(DATASET ENTRIES)
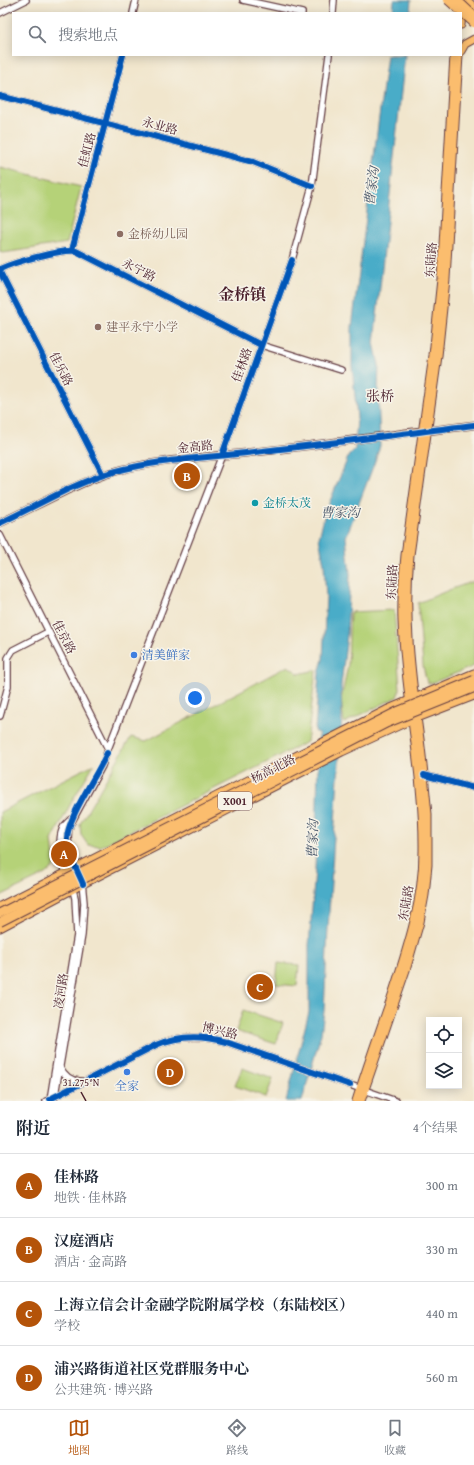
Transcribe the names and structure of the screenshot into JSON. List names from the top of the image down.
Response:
{
  "streets": {
    "highway": ["杨高北路", "X001"],
    "main road": ["东陆路", "金高路"],
    "street": [
      "永业路",
      "佳虹路",
      "永宁路",
      "佳林路",
      "佳乐路",
      "佳京路",
      "凌河路",
      "博兴路"
    ]
  },
  "crossings": [
    ["永业路", "佳虹路"],
    ["永业路", "佳林路"],
    ["佳虹路", "永宁路"],
    ["东陆路", "金高路"],
    ["东陆路", "杨高北路"],
    ["东陆路", "博兴路"],
    ["永宁路", "佳林路"],
    ["佳林路", "金高路"],
    ["佳林路", "佳京路"],
    ["佳林路", "杨高北路"],
    ["佳林路", "凌河路"],
    ["佳乐路", "金高路"],
    ["杨高北路", "凌河路"],
    ["凌河路", "博兴路"]
  ],
  "districts": ["金桥镇", "张桥"],
  "water": ["曹家沟"],
  "places": [
    "金桥幼儿园",
    "建平永宁小学",
    "金桥太茂",
    "清美鲜家",
    "全家"
  ],
  "page": {
    "search": "搜索地点",
    "pins": [
      "B",
      "A",
      "C",
      "D"
    ],
    "heading": ["附近", "4个结果"],
    "list": [
      {
        "mark": "A",
        "name": "佳林路",
        "note": "地铁 · 佳林路",
        "value": "300 m"
      },
      {
        "mark": "B",
        "name": "汉庭酒店",
        "note": "酒店 · 金高路",
        "value": "330 m"
      },
      {
        "mark": "C",
        "name": "上海立信会计金融学院附属学校（东陆校区）",
        "note": "学校",
        "value": "440 m"
      },
      {
        "mark": "D",
        "name": "浦兴路街道社区党群服务中心",
        "note": "公共建筑 · 博兴路",
        "value": "560 m"
      }
    ],
    "nav": ["地图", "路线", "收藏"]
  },
  "coordinates": ["31.275°N"]
}
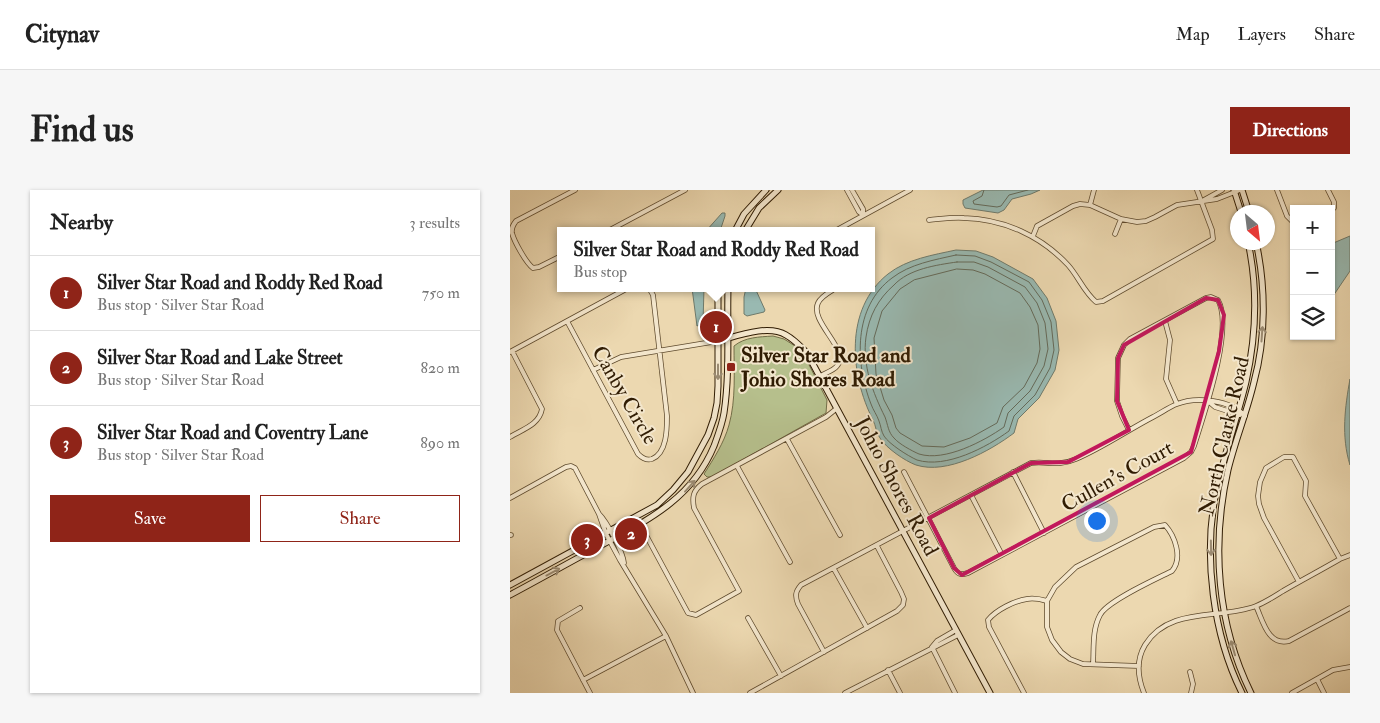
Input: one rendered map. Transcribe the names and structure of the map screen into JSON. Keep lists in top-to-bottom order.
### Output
{
  "streets": {
    "street": [
      "Canby Circle",
      "North Clarke Road",
      "Cullen's Court",
      "Johio Shores Road"
    ]
  },
  "places": {
    "transit": ["Silver Star Road and Johio Shores Road"]
  },
  "north": "bottom right",
  "page": {
    "header": "Citynav",
    "nav": ["Map", "Layers", "Share"],
    "buttons": [
      "Directions",
      ["Save", "Share"]
    ],
    "title": "Find us",
    "heading": ["Nearby", "3 results"],
    "map_buttons": ["+", "−"],
    "popup": ["Silver Star Road and Roddy Red Road", "Bus stop"],
    "list": [
      {
        "mark": "1",
        "name": "Silver Star Road and Roddy Red Road",
        "note": "Bus stop · Silver Star Road",
        "value": "750 m"
      },
      {
        "mark": "2",
        "name": "Silver Star Road and Lake Street",
        "note": "Bus stop · Silver Star Road",
        "value": "820 m"
      },
      {
        "mark": "3",
        "name": "Silver Star Road and Coventry Lane",
        "note": "Bus stop · Silver Star Road",
        "value": "890 m"
      }
    ],
    "pins": ["1", "2", "3"]
  }
}
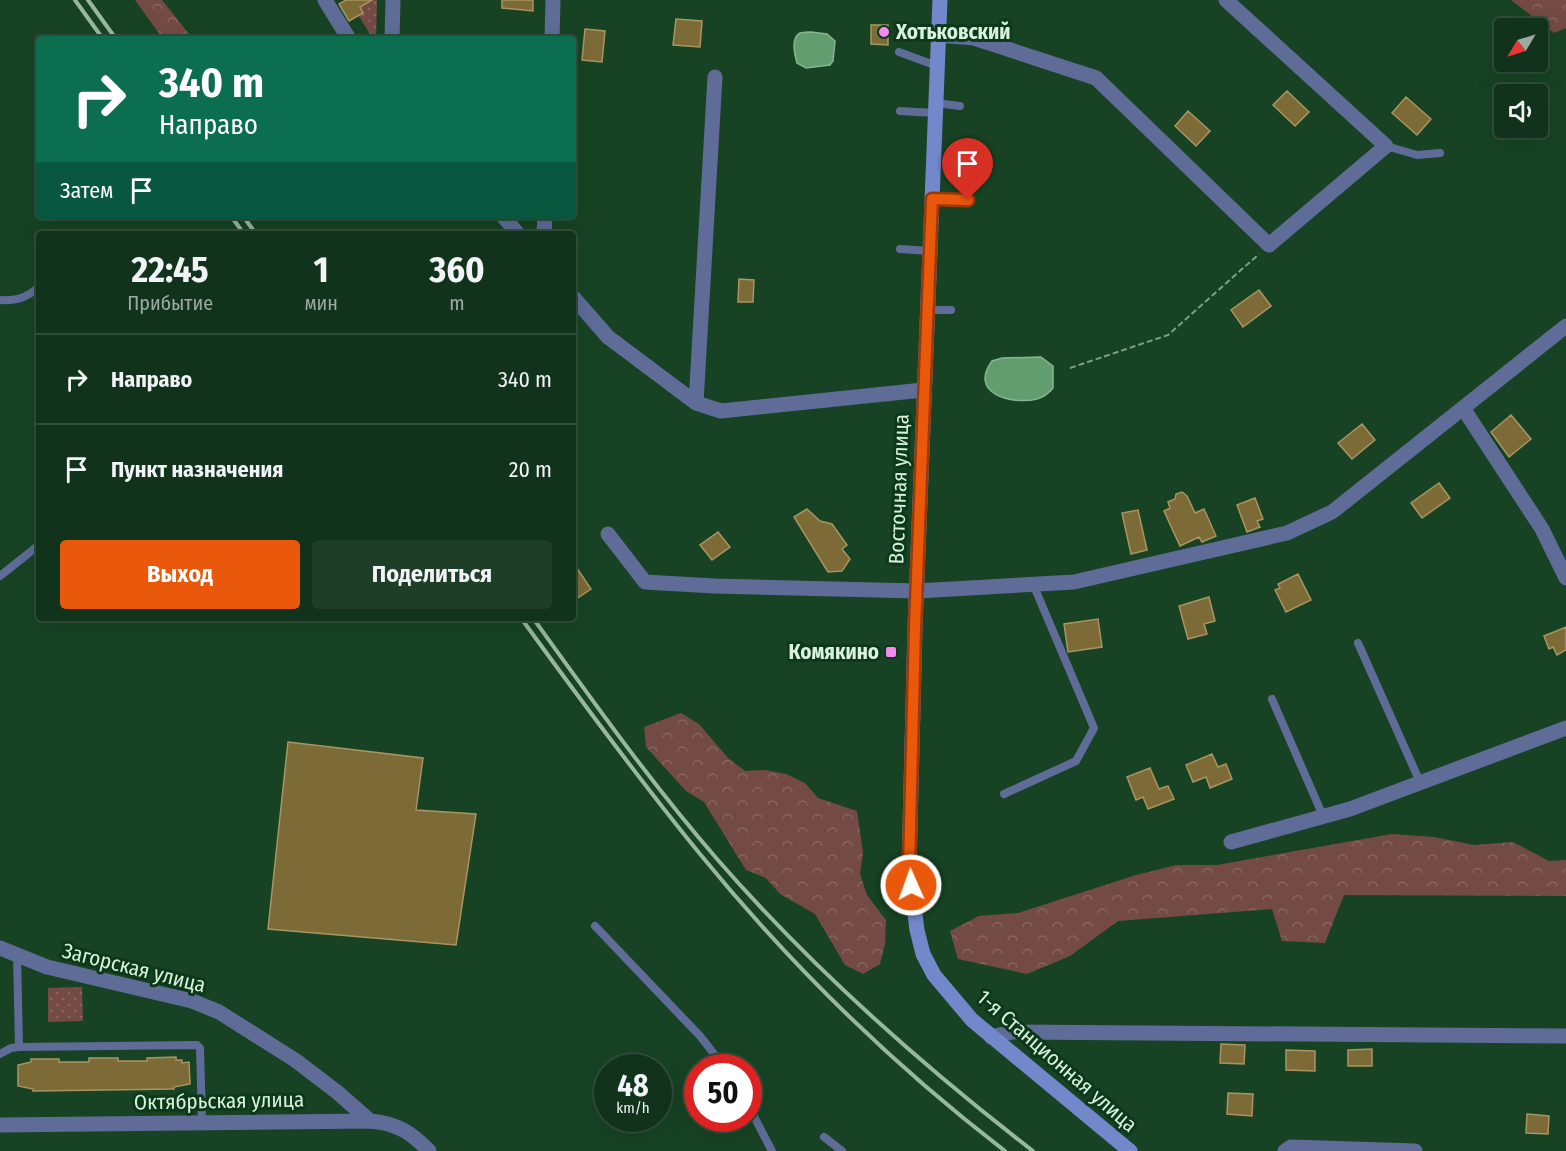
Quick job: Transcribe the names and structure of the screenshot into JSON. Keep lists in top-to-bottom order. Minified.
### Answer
{"streets":{"main road":["Восточная улица","1-я Станционная улица"],"street":["Загорская улица","Октябрьская улица"]},"crossings":[["Восточная улица","1-я Станционная улица"],["Загорская улица","Октябрьская улица"]],"places":{"other":["Хотьковский"],"transit":["Комякино"]},"north":"bottom left","page":{"turn":["340 m","Направо"],"then":"Затем","eta":["22:45","Прибытие","1","мин","360","m"],"list":[{"name":"Направо","value":"340 m"},{"name":"Пункт назначения","value":"20 m"}],"buttons":["Выход","Поделиться"],"speed":"48 km/h","limit":"50"}}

(EXERCISE REQUIREMENTS)
Give the data again exactly, without pictures.

(RESPONSE TO THE TASK)
Transcribe the names and structure of the screenshot into JSON. List names from the top of the image down.
Response:
{
  "streets": {
    "highway": ["杨高北路", "X001"],
    "main road": ["东陆路", "金高路"],
    "street": [
      "永业路",
      "佳虹路",
      "永宁路",
      "佳林路",
      "佳乐路",
      "佳京路",
      "凌河路",
      "博兴路"
    ]
  },
  "crossings": [
    ["永业路", "佳虹路"],
    ["永业路", "佳林路"],
    ["佳虹路", "永宁路"],
    ["东陆路", "金高路"],
    ["东陆路", "杨高北路"],
    ["东陆路", "博兴路"],
    ["永宁路", "佳林路"],
    ["佳林路", "金高路"],
    ["佳林路", "佳京路"],
    ["佳林路", "杨高北路"],
    ["佳林路", "凌河路"],
    ["佳乐路", "金高路"],
    ["杨高北路", "凌河路"],
    ["凌河路", "博兴路"]
  ],
  "districts": ["金桥镇", "张桥"],
  "water": ["曹家沟"],
  "places": [
    "金桥幼儿园",
    "建平永宁小学",
    "金桥太茂",
    "清美鲜家",
    "全家"
  ],
  "page": {
    "search": "搜索地点",
    "pins": [
      "B",
      "A",
      "C",
      "D"
    ],
    "heading": ["附近", "4个结果"],
    "list": [
      {
        "mark": "A",
        "name": "佳林路",
        "note": "地铁 · 佳林路",
        "value": "300 m"
      },
      {
        "mark": "B",
        "name": "汉庭酒店",
        "note": "酒店 · 金高路",
        "value": "330 m"
      },
      {
        "mark": "C",
        "name": "上海立信会计金融学院附属学校（东陆校区）",
        "note": "学校",
        "value": "440 m"
      },
      {
        "mark": "D",
        "name": "浦兴路街道社区党群服务中心",
        "note": "公共建筑 · 博兴路",
        "value": "560 m"
      }
    ],
    "nav": ["地图", "路线", "收藏"]
  },
  "coordinates": ["31.275°N"]
}
Input: one rendered map. Transcribe the names and structure of the map screen into JSON. Keep lists in top-to-bottom order.
### Output
{
  "streets": {
    "street": [
      "Canby Circle",
      "North Clarke Road",
      "Cullen's Court",
      "Johio Shores Road"
    ]
  },
  "places": {
    "transit": ["Silver Star Road and Johio Shores Road"]
  },
  "north": "bottom right",
  "page": {
    "header": "Citynav",
    "nav": ["Map", "Layers", "Share"],
    "buttons": [
      "Directions",
      ["Save", "Share"]
    ],
    "title": "Find us",
    "heading": ["Nearby", "3 results"],
    "map_buttons": ["+", "−"],
    "popup": ["Silver Star Road and Roddy Red Road", "Bus stop"],
    "list": [
      {
        "mark": "1",
        "name": "Silver Star Road and Roddy Red Road",
        "note": "Bus stop · Silver Star Road",
        "value": "750 m"
      },
      {
        "mark": "2",
        "name": "Silver Star Road and Lake Street",
        "note": "Bus stop · Silver Star Road",
        "value": "820 m"
      },
      {
        "mark": "3",
        "name": "Silver Star Road and Coventry Lane",
        "note": "Bus stop · Silver Star Road",
        "value": "890 m"
      }
    ],
    "pins": ["1", "2", "3"]
  }
}
Quick job: Transcribe the names and structure of the screenshot into JSON. Keep lists in top-to-bottom order. Minified.
### Answer
{"streets":{"main road":["Восточная улица","1-я Станционная улица"],"street":["Загорская улица","Октябрьская улица"]},"crossings":[["Восточная улица","1-я Станционная улица"],["Загорская улица","Октябрьская улица"]],"places":{"other":["Хотьковский"],"transit":["Комякино"]},"north":"bottom left","page":{"turn":["340 m","Направо"],"then":"Затем","eta":["22:45","Прибытие","1","мин","360","m"],"list":[{"name":"Направо","value":"340 m"},{"name":"Пункт назначения","value":"20 m"}],"buttons":["Выход","Поделиться"],"speed":"48 km/h","limit":"50"}}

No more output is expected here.